Supplied records START

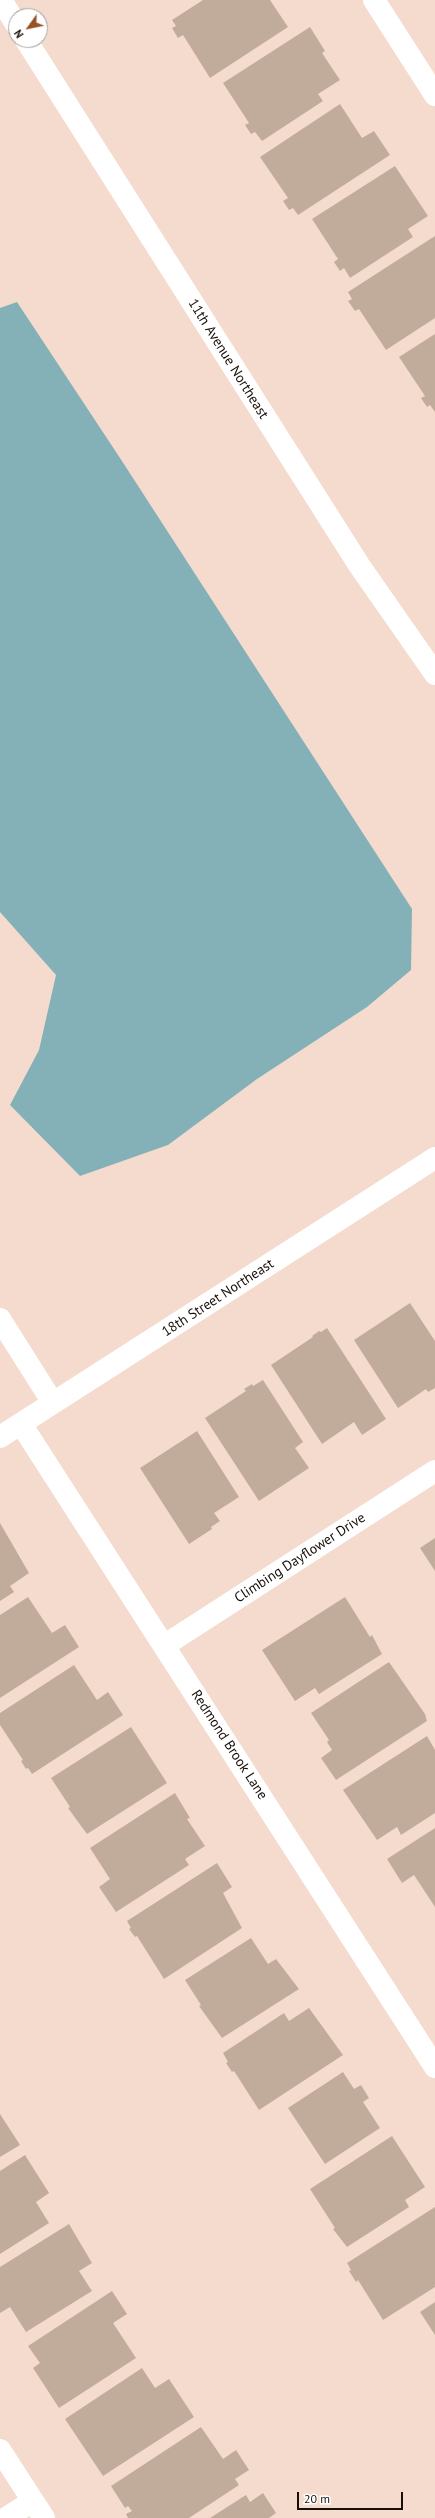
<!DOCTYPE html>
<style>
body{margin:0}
#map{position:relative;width:435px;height:2518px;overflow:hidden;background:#f5dbce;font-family:"PT Sans",sans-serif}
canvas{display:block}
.north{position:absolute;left:8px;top:8px;width:40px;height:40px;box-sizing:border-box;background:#fff;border:1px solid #a29f9d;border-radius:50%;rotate:237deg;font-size:11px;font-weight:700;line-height:16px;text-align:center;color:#170f0a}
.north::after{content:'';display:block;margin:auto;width:14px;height:18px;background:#975326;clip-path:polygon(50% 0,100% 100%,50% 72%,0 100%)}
.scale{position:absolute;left:297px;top:2492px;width:106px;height:18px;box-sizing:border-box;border:2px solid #170f0a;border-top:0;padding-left:5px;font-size:12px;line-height:14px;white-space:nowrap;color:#170f0a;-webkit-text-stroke:3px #fff;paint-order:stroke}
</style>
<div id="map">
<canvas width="435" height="2518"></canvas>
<div class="north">N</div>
<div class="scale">20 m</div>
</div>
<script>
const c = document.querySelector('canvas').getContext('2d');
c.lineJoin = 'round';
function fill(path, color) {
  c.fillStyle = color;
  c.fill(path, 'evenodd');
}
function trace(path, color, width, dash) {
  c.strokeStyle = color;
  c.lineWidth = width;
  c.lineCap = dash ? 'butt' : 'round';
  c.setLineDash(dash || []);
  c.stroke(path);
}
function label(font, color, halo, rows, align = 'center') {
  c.font = font + ' "PT Sans",sans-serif';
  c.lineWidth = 3.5;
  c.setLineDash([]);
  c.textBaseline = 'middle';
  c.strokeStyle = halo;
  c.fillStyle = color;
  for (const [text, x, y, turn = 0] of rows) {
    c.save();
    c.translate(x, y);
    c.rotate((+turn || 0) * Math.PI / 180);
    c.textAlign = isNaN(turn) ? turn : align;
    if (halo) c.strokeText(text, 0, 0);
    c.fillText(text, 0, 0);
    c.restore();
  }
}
fill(new Path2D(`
 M 17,302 L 120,458 L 412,909 L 411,970 L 367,1007 L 257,1079 L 168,1145 L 80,1176 L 10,1105 L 39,1050 L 56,975 L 0,912 L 0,308 Z`), '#83b1b7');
fill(new Path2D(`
 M 203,0 L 270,0 L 288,27 L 210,78 L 183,35 L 178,38 L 172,28 L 176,26 L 172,20 Z
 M 310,27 L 325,51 L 322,53 L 340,80 L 318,94 L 323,101 L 262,141 L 255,132 L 251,134 L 245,125 L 249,123 L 223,83 Z
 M 340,104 L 362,138 L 374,131 L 390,155 L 298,215 L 293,208 L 289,210 L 283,201 L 288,198 L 260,157 Z
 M 395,166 L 428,216 L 408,229 L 413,237 L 350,278 L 344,268 L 340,271 L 334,262 L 338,259 L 312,219 Z
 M 435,236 L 435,318 L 386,350 L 359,309 L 355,311 L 348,301 L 352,299 L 348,292 Z
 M 435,334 L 435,412 L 430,405 L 427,407 L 421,398 L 425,396 L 399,357 Z
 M 410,1303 L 435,1341 L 435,1388 L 428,1392 L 426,1389 L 398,1408 L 354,1340 Z
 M 327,1328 L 386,1419 L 362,1435 L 354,1422 L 322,1444 L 271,1365 L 313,1337 L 312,1336 L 319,1331 L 321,1332 Z
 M 263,1380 L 303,1442 L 295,1448 L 309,1468 L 259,1501 L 205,1418 L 246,1391 L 244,1389 L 252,1384 L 253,1386 Z
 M 197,1431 L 239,1497 L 214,1513 L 220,1521 L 211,1527 L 212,1529 L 189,1544 L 140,1468 Z
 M 0,1523 L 29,1573 L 10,1586 L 14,1592 L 0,1601 Z
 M 435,1538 L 435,1571 L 420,1548 Z
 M 28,1597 L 52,1633 L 65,1625 L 79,1647 L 0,1698 L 0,1615 Z
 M 345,1597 L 370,1637 L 372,1635 L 382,1654 L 319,1694 L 315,1688 L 295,1701 L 262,1650 Z
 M 389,1662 L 425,1714 L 427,1721 L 336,1780 L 321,1758 L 332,1750 L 327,1742 L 329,1740 L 311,1713 Z
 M 74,1665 L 97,1700 L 108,1692 L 123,1715 L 32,1774 L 28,1768 L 26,1769 L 21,1761 L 23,1760 L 0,1725 L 0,1713 Z
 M 131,1727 L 167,1783 L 87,1834 L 68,1808 L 70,1807 L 51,1778 Z
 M 427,1736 L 435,1750 L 435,1813 L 401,1835 L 397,1827 L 377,1840 L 343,1790 Z
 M 175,1793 L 190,1818 L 187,1819 L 205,1846 L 185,1859 L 189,1865 L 116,1912 L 99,1887 L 110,1879 L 90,1848 Z
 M 435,1828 L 435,1907 L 414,1875 L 402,1883 L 387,1859 Z
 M 217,1863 L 232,1887 L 223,1893 L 242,1928 L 164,1979 L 137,1936 L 135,1937 L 129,1929 L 131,1928 L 127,1921 Z
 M 251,1938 L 268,1964 L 276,1959 L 299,1989 L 222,2038 L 199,2006 L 201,2005 L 185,1980 Z
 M 309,2008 L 343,2055 L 259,2110 L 234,2071 L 232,2072 L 226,2063 L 228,2062 L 223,2053 L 284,2013 L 289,2021 Z
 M 343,2072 L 354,2089 L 361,2085 L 369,2098 L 363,2102 L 380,2128 L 325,2164 L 288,2108 Z
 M 0,2114 L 20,2145 L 0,2157 Z
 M 392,2136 L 425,2187 L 405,2200 L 409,2207 L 347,2247 L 333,2229 L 335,2228 L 310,2189 Z
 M 25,2155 L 49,2193 L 36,2202 L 49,2223 L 0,2254 L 0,2171 Z
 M 435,2207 L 435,2287 L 383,2320 L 358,2280 L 356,2282 L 349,2271 L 351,2270 L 347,2263 Z
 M 69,2224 L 92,2263 L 79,2271 L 92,2291 L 26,2332 L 10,2307 L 0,2313 L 0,2267 Z
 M 112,2291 L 127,2314 L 113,2323 L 136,2358 L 59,2408 L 33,2368 L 40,2363 L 28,2346 Z
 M 435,2302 L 435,2335 L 420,2312 Z
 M 142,2368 L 155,2388 L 169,2379 L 194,2417 L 103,2476 L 65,2419 Z
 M 201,2427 L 223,2459 L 236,2450 L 249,2470 L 235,2479 L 239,2485 L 189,2518 L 128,2518 L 126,2514 L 132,2511 L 128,2506 L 125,2508 L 111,2486 Z
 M 263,2493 L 276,2513 L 269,2518 L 210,2518 L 246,2495 L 250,2502 Z`), '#c1ac9c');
trace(new Path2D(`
 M 1,0 L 16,24
 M 374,0 L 435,95
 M 26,40 L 359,565 L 435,674
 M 0,1319 L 53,1403
 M 21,1424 L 435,2067
 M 0,1437 L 435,1158
 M 165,1645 L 435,1471
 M 0,2450 L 44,2518
 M 6,2518 L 33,2501`), '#fff', 22);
label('14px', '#170f0a', '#fff', [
 ["11th Avenue Northeast",228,359,58],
 ["18th Street Northeast",218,1298,-33],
 ["Climbing Dayflower Drive",300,1558,-33],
 ["Redmond Brook Lane",229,1745,57]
]);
</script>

Supplied records END

Instructions to follow:
A complete answer gives every line of the records holding "turn".

The completed task:
  for (const [text, x, y, turn = 0] of rows) {
    c.rotate((+turn || 0) * Math.PI / 180);
    c.textAlign = isNaN(turn) ? turn : align;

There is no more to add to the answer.